TESS VIGELAND: Break out the bubbly, the Dow crossed the 10,000 mark this week!

OK, so we’re still quite far from the high water mark of more than 14,000 two years ago. And there is talk that the Dow itself is a little bubbly right now and ready to pop. But still, the major stock indices have gained more than 50 percent since the market bottomed out in March. Even longtime market watchers must be scratching their heads over such massive price swings. And for those who aren’t long-time? Say, those just starting out their investing lives? What on earth are they supposed to make of all this?

Here with some answers is Stuart Ritter. He’s a financial planner with T. Rowe Price. Welcome back to the show.

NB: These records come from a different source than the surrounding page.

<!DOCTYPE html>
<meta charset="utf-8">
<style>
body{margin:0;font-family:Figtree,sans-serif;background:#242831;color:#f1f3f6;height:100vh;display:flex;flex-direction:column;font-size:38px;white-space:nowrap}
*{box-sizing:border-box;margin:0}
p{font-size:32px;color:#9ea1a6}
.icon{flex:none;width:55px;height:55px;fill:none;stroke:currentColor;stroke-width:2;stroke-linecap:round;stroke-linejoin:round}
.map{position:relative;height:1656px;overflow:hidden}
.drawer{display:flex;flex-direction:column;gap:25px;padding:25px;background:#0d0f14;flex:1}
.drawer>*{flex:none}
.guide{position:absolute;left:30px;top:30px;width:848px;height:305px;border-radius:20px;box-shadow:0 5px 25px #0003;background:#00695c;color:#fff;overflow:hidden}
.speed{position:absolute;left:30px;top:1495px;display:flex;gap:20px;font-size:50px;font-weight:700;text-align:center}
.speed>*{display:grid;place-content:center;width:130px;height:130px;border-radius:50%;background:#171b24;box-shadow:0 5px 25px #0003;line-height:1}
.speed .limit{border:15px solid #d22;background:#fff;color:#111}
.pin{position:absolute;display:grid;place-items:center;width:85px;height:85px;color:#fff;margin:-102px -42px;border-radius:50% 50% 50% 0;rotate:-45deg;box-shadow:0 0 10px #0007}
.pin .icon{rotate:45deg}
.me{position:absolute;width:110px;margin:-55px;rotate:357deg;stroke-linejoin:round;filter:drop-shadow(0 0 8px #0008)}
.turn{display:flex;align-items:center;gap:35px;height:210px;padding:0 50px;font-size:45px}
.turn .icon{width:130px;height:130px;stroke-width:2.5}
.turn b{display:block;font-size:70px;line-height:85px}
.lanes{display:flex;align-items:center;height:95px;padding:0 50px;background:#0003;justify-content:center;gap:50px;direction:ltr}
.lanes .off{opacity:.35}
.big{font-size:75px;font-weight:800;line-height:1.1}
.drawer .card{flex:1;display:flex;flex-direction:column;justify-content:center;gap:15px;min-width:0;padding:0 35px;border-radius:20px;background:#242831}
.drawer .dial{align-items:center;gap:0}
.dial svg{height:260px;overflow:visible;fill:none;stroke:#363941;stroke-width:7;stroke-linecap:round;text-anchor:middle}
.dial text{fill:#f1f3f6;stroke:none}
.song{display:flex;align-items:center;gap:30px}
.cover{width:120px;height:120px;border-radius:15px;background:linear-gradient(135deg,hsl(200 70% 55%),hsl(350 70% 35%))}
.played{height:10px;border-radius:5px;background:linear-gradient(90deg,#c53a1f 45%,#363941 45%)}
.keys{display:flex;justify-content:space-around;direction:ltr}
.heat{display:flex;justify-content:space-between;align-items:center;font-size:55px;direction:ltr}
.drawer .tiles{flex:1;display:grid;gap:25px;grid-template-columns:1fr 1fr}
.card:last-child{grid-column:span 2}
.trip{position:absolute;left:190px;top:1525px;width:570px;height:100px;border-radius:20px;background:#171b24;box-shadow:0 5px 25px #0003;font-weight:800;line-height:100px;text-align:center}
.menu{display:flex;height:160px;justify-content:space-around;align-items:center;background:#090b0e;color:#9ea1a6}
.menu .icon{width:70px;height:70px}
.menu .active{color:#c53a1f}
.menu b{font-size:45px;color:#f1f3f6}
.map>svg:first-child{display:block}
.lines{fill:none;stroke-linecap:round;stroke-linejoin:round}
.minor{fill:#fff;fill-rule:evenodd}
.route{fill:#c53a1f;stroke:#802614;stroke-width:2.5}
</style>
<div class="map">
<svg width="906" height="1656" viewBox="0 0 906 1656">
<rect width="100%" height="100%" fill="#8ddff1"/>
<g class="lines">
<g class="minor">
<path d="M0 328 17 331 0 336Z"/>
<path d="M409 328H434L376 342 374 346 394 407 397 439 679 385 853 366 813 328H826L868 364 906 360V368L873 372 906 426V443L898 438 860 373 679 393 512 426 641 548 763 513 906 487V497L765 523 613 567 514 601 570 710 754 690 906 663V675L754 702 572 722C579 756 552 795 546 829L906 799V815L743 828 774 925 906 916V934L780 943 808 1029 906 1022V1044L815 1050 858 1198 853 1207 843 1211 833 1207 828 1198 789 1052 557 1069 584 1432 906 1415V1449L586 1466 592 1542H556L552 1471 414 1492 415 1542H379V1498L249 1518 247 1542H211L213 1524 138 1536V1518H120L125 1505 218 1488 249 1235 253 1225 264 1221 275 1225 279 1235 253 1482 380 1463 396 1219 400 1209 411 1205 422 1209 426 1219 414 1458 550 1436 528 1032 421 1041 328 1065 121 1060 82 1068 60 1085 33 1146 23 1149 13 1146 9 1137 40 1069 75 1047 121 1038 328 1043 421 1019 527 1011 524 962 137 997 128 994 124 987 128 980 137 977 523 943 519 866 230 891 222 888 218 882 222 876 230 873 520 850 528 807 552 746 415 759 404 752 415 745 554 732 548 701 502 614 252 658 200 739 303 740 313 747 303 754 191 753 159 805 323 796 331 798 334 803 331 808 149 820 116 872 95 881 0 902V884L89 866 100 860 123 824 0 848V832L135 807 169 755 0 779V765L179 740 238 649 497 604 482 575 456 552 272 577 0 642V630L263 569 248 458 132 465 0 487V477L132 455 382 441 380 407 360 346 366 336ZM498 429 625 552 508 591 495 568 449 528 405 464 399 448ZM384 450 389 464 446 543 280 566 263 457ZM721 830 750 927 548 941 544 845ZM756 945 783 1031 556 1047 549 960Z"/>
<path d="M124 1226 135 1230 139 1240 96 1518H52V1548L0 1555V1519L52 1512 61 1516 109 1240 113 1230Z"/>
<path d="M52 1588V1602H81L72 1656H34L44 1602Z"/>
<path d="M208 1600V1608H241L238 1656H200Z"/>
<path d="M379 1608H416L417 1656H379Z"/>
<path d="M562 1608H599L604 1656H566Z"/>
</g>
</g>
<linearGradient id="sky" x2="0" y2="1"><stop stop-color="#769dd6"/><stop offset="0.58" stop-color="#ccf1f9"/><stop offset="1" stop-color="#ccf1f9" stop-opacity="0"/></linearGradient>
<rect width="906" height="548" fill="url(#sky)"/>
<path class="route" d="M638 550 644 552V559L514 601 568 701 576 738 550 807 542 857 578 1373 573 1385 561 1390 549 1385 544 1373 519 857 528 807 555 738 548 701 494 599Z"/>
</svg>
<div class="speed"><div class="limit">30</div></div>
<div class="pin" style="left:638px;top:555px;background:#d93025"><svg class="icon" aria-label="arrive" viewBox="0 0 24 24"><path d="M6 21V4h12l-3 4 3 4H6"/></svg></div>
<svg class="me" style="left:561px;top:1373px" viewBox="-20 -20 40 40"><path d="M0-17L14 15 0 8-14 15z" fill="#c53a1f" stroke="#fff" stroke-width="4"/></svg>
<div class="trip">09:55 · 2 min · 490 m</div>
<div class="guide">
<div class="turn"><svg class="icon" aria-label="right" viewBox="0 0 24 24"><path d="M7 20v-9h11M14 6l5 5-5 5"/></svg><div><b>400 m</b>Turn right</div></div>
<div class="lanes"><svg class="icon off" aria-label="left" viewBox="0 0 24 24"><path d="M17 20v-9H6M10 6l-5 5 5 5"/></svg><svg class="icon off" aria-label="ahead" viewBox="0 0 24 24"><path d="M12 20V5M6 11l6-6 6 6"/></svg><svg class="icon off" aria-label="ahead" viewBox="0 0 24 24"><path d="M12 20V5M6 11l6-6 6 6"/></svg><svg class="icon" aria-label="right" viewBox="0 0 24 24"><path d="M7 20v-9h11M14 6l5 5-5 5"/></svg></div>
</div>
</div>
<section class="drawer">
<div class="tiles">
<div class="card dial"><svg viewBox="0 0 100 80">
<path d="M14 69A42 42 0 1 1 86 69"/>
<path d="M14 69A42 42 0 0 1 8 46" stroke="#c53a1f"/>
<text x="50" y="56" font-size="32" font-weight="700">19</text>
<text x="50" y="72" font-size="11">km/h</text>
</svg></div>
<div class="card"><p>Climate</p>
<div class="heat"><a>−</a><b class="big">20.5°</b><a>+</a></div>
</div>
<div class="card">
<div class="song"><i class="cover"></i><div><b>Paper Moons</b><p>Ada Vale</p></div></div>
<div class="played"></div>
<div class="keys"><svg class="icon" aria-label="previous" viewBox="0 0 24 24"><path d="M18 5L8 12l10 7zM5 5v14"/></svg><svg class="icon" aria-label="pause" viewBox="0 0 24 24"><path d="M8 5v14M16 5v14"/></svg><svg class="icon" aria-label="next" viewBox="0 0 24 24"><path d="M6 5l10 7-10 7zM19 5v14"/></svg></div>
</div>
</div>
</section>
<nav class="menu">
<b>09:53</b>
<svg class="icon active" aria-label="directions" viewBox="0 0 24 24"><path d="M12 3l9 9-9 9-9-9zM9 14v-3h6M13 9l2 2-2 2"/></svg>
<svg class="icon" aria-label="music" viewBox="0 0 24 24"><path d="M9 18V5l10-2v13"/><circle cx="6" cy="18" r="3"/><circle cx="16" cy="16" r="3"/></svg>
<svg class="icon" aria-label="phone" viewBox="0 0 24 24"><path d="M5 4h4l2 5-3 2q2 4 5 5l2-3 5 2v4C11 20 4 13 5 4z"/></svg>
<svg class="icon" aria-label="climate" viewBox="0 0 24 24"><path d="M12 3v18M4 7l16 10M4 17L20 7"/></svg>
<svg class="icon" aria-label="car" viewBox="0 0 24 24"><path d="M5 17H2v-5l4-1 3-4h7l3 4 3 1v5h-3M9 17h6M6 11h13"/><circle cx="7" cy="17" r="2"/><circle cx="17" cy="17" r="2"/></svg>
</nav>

Stuart Ritter: Thank you for having me.

Vigeland: As you know, we’re focusing on issues of kids and money over the next few weeks. And I wanted to talk to you a little bit about what we might call “older kids,” perhaps folks in their early or mid-20s, who have been looking at what’s happened in the stock market over the last year or so and wonder why anyone would ever bother. What’s your advice to them?

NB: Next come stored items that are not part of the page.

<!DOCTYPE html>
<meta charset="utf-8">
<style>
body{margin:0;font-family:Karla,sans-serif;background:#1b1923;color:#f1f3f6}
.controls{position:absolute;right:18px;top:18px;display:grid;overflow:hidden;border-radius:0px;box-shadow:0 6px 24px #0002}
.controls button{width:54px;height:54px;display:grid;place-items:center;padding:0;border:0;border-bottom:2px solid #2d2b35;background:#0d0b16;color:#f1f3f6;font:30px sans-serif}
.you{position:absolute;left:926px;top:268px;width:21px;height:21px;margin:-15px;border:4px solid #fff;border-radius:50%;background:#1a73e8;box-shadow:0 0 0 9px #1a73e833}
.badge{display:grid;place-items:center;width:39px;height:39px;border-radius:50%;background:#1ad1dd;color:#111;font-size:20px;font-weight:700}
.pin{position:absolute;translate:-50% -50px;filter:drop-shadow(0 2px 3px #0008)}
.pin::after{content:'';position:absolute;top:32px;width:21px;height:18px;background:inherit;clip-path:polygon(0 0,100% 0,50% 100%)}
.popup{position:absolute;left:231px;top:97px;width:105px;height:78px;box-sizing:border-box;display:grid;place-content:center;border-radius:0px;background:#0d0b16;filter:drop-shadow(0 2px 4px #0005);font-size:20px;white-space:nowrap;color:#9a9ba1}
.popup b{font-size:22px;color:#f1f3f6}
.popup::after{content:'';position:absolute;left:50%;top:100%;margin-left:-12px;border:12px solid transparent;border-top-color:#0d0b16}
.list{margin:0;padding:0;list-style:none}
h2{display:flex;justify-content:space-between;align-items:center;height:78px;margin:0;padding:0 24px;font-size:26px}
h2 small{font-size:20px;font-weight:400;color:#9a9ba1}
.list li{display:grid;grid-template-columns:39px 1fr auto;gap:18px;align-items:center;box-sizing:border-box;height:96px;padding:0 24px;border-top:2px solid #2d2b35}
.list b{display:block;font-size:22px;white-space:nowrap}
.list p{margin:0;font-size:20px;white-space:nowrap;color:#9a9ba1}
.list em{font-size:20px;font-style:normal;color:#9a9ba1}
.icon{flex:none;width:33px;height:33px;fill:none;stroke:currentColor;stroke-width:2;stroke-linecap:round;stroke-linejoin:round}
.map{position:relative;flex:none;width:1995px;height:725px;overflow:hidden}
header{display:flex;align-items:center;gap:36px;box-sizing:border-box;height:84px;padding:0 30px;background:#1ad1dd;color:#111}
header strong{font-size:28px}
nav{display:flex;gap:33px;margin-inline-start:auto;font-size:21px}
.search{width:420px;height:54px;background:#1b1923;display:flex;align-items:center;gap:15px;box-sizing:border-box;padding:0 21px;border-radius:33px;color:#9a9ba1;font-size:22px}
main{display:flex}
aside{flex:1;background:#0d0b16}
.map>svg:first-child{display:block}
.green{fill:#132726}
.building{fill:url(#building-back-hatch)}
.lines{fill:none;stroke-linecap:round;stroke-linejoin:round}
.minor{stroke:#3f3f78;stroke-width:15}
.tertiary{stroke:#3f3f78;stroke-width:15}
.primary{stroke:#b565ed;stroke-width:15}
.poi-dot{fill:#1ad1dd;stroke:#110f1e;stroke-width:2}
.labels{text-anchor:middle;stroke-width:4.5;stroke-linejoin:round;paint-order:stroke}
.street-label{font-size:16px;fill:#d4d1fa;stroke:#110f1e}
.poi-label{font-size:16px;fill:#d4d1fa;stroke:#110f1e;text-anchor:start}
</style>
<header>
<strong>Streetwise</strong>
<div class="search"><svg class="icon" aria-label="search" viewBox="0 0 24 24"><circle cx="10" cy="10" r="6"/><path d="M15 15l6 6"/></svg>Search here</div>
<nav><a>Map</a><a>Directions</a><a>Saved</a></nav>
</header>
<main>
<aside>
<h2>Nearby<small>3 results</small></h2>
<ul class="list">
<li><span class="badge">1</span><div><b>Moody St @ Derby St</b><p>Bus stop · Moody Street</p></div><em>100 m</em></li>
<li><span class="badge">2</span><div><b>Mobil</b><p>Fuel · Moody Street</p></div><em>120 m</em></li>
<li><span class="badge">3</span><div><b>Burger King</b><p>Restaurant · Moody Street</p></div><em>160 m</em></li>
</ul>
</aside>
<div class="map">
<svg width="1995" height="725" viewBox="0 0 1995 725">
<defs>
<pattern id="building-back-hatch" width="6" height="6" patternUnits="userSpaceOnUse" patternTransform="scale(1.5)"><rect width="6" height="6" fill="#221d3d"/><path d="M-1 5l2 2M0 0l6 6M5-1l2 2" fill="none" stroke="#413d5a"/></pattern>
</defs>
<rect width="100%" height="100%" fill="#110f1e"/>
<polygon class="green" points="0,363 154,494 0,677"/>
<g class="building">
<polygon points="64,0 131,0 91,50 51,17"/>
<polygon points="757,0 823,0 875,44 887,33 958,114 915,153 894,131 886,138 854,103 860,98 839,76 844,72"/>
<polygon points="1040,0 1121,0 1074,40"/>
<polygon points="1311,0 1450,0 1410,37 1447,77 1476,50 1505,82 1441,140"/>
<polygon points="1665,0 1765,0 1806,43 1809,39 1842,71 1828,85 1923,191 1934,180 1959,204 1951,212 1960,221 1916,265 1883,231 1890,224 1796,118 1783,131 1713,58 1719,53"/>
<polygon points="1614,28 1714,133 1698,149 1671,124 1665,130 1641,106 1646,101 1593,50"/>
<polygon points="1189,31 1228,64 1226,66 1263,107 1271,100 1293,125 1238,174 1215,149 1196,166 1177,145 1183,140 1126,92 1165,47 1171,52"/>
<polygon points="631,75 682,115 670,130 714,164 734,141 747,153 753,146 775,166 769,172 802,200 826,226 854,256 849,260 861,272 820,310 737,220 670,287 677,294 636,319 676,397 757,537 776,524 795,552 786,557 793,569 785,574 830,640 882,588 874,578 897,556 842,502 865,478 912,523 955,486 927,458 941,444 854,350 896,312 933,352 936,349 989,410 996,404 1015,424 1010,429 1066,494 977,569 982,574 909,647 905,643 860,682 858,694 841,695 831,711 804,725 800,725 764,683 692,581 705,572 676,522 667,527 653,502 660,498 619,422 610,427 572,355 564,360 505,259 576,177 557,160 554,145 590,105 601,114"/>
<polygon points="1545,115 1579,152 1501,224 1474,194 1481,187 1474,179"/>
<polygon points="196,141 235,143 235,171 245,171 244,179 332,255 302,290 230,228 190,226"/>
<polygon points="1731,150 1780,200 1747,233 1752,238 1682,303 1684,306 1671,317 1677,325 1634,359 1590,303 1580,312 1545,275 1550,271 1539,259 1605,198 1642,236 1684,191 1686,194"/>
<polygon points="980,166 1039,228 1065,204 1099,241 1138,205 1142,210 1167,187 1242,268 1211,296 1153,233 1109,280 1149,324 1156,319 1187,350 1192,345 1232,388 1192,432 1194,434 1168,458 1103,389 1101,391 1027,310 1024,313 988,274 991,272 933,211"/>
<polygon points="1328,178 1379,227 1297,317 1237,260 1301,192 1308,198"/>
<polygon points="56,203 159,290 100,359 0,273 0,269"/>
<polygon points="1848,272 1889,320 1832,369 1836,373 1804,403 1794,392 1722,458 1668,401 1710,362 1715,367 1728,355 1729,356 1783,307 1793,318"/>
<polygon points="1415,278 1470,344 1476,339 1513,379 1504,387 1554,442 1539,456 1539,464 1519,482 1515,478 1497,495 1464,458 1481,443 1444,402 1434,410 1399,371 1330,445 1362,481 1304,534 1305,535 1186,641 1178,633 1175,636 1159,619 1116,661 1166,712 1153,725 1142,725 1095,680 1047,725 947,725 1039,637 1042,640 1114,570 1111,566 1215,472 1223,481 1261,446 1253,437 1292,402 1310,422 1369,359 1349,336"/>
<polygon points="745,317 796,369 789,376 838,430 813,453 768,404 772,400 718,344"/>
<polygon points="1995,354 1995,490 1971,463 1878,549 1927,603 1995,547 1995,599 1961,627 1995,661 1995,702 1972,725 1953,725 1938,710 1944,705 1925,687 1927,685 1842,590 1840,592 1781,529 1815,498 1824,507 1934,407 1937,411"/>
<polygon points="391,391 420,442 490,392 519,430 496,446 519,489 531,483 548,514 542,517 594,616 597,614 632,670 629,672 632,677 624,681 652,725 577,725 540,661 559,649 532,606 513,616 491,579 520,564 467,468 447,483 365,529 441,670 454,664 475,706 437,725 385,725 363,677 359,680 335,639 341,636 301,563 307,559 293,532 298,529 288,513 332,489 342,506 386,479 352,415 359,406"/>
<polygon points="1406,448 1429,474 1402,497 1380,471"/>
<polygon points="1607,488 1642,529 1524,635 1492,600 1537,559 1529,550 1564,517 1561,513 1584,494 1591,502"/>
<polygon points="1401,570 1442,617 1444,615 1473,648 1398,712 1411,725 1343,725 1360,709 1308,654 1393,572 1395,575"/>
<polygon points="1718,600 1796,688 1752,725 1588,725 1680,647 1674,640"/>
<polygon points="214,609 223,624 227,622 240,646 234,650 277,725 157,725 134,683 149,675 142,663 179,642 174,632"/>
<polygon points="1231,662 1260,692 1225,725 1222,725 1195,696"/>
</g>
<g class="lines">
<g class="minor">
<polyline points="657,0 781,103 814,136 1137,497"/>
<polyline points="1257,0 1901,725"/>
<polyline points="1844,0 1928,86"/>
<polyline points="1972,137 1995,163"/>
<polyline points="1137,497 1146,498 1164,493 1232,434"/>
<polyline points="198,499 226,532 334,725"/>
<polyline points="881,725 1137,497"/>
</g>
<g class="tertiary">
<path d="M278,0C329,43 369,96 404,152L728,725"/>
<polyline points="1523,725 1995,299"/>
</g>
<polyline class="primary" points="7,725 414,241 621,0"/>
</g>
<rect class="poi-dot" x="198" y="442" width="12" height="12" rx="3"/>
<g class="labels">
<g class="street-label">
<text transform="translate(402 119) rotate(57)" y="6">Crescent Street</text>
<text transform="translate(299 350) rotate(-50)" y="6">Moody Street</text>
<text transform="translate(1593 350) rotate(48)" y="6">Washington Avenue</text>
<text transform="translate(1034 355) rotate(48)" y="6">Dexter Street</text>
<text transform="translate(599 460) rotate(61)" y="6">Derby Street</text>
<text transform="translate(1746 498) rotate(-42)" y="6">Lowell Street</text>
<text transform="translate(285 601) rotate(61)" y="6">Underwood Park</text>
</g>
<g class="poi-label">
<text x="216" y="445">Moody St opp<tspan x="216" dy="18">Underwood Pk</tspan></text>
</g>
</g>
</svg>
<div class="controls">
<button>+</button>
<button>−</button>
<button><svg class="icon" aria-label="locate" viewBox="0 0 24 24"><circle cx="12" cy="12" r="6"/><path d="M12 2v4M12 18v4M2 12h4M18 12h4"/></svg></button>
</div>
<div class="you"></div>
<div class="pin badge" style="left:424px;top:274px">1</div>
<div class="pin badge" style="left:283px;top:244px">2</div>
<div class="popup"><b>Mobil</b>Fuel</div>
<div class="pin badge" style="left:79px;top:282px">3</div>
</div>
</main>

Ritter: They need to look beyond just what’s happened in the last year or two. If you’re in your early, mid-20s, you have decades before you’re going to be using money that you are setting aside for retirement. And that’s hard for that age group sometimes to think about, because everything has happened to them in three-, six-month increments. The same time, just as you don’t listen to the same music as your parents do, you probably don’t want to invest in the same way they do investing.

Vigeland: I like that advice a lot. So then let’s talk about some of the rules that we can still follow or perhaps not follow and this is the question I’ve been asking a lot of folks over the last four months — what still stands?

Ritter: Well, I think — and forgive the corniness of the phrase — the “new new” is the tried and true. The fundamentals still apply. And what we’ve learned from what happened is, if you’re sticking to the kinds of things that we know work in the long term, that is probably going to work out for you in the long term.

So for younger people what they need to focus on first of all is saving. I mean, before we can even talk about how they should be invest money, they’ve got to have some to invest. So managing your cash flow, making sure your expenses are lower than your income, as hard as it is when you’re starting out, getting that piece right.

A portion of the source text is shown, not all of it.